# Problem
First find the line with "path.moveTo(r[0], r[1]);" in the entries below, then set down exactly every line through the line with "[1259,676,1384,737,1376,756,1312,756,1238,719]", that line included.

========

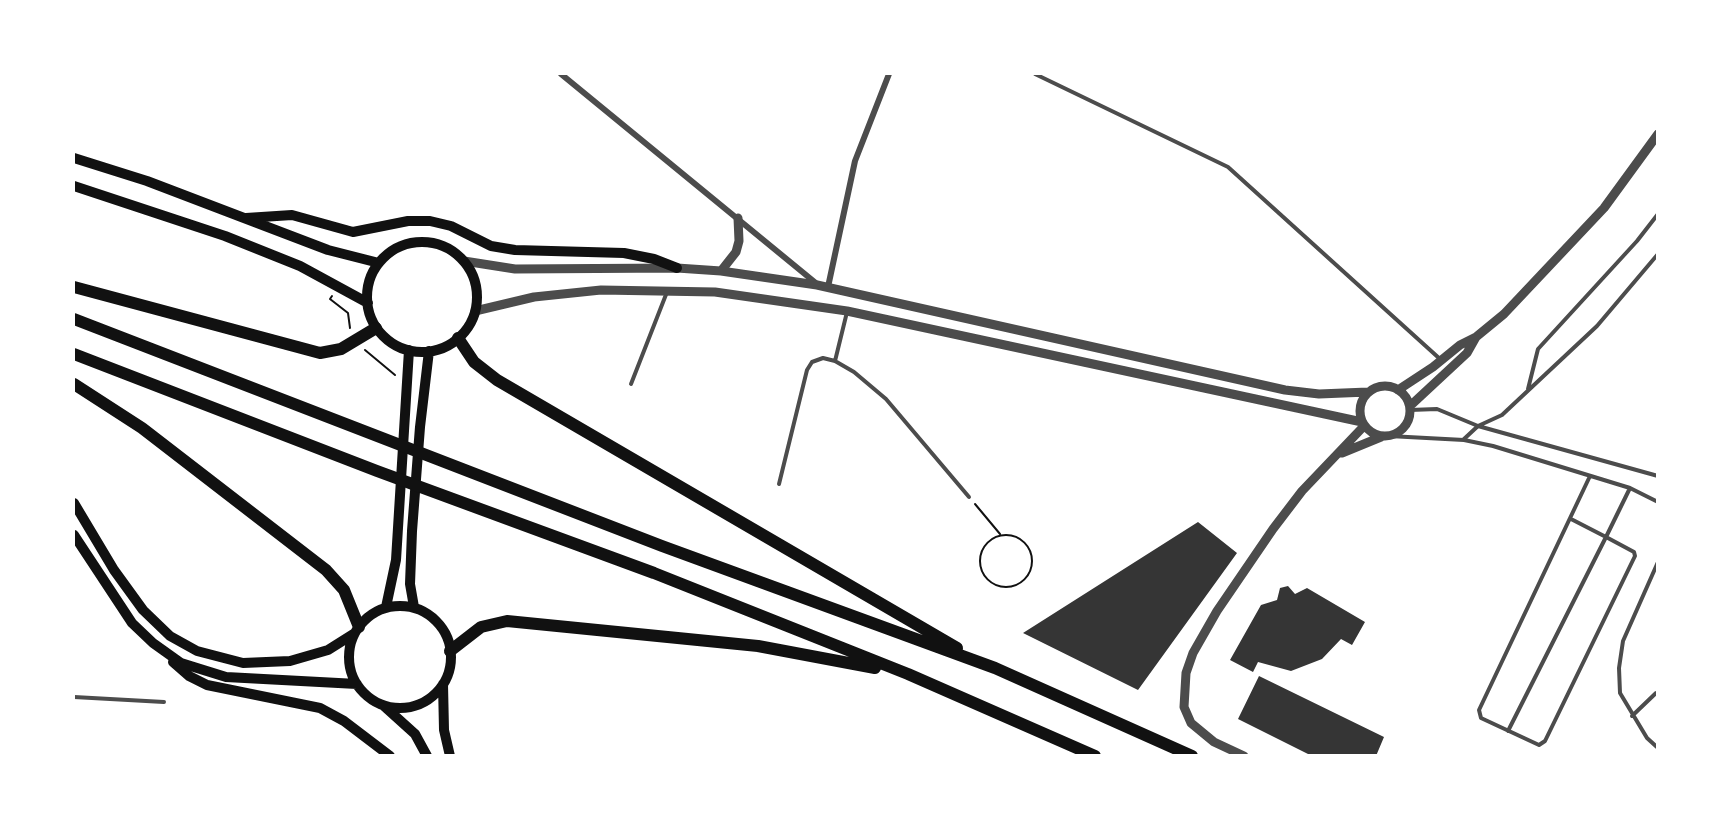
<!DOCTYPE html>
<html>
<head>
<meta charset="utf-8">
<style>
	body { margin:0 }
	#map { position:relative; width:1731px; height:829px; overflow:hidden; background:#fff; font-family:Quicksand,sans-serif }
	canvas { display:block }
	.frame { position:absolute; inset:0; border:75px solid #fff; pointer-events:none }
</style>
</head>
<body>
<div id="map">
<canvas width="1731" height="829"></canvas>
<div class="frame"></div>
</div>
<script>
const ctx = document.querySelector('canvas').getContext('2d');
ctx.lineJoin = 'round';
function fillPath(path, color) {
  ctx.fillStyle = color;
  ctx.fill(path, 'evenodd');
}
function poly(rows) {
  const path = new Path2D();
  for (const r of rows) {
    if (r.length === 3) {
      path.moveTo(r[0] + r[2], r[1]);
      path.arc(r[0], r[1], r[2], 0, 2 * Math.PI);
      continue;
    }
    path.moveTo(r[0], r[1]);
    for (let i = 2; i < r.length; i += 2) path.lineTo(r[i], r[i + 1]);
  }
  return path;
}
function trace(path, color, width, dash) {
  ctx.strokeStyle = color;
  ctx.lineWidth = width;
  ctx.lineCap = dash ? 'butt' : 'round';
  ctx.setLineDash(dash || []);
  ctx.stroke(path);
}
fillPath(poly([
	[1198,522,1237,553,1138,690,1023,633],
	[1288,586,1295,594,1307,588,1365,622,1352,645,1341,639,1322,659,1291,671,1258,662,1253,672,1230,660,1261,605,1277,600,1280,588],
	[1259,676,1384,737,1376,756,1312,756,1238,719]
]), '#353535');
trace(poly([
	[332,296,330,299,348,313,350,328],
	[365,350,395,375],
	[975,504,1000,534],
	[1006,561,26]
]), '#111', 2);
trace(poly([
	[1035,74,1228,167,1440,359],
	[835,361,847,312],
	[631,384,667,292],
	[1528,389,1538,349,1637,241,1658,214],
	[1410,410,1437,409,1478,426,1658,476],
	[1389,436,1464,440,1493,446,1630,488,1658,502],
	[1464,439,1478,426,1502,415,1597,326,1658,254],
	[1590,476,1479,710,1481,718,1539,745,1545,741,1635,556,1634,552,1606,537,1630,488],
	[779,484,807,370,812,362,823,358,835,361,854,372,886,399,969,497],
	[1658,562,1623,641,1619,668,1620,693,1647,738,1658,748],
	[74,697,164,702],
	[1632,716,1656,693],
	[1508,731,1606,537,1571,519]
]), '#4c4c4c', 4);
trace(poly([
	[561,74,817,284],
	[828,287,855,161,889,74]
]), '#4c4c4c', 6);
trace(poly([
	[464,261,515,269,677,268,721,271,817,285,1285,390,1319,394,1368,392],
	[721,271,736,252,739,241,738,218],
	[475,311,534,297,601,290,715,292,847,311,1362,422],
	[1385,411,25],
	[1398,390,1433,367,1460,345,1476,337,1504,314,1604,208,1658,134],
	[1410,406,1467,353,1476,337],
	[1342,453,1381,437],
	[1244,756,1214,742,1191,723,1184,707,1186,673,1193,653,1217,611,1273,529,1302,491,1364,426]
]), '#4c4c4c', 9);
trace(poly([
	[74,158,147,181,328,250,379,263],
	[74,186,225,236,300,266,368,303],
	[246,218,292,215,353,232,408,221,430,221,451,226,491,246,515,250,624,253,654,259,677,268],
	[422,297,55],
	[74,503,114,570,143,610,170,636,197,651,243,663,290,661,328,650,355,633],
	[74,535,132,623,153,643,181,663,226,677,357,684],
	[400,657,51],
	[386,607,396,560,409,350],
	[414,607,410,584,412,531,420,427,429,351],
	[173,662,189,676,207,685,320,708,344,721,390,756],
	[443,684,444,730,450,756],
	[384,706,415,734,427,756]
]), '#111', 10);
trace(poly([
	[74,287,320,353,341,349,376,328],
	[74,319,662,546,995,668,1192,756],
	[458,338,474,362,497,380,957,648],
	[74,354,377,471,654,573,908,674,1095,756],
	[74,384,142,428,326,570,344,590,359,627],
	[450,651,481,627,507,621,758,646,875,668]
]), '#111', 12);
</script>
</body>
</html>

========

# Problem solution
    path.moveTo(r[0], r[1]);
    for (let i = 2; i < r.length; i += 2) path.lineTo(r[i], r[i + 1]);
  }
  return path;
}
function trace(path, color, width, dash) {
  ctx.strokeStyle = color;
  ctx.lineWidth = width;
  ctx.lineCap = dash ? 'butt' : 'round';
  ctx.setLineDash(dash || []);
  ctx.stroke(path);
}
fillPath(poly([
	[1198,522,1237,553,1138,690,1023,633],
	[1288,586,1295,594,1307,588,1365,622,1352,645,1341,639,1322,659,1291,671,1258,662,1253,672,1230,660,1261,605,1277,600,1280,588],
	[1259,676,1384,737,1376,756,1312,756,1238,719]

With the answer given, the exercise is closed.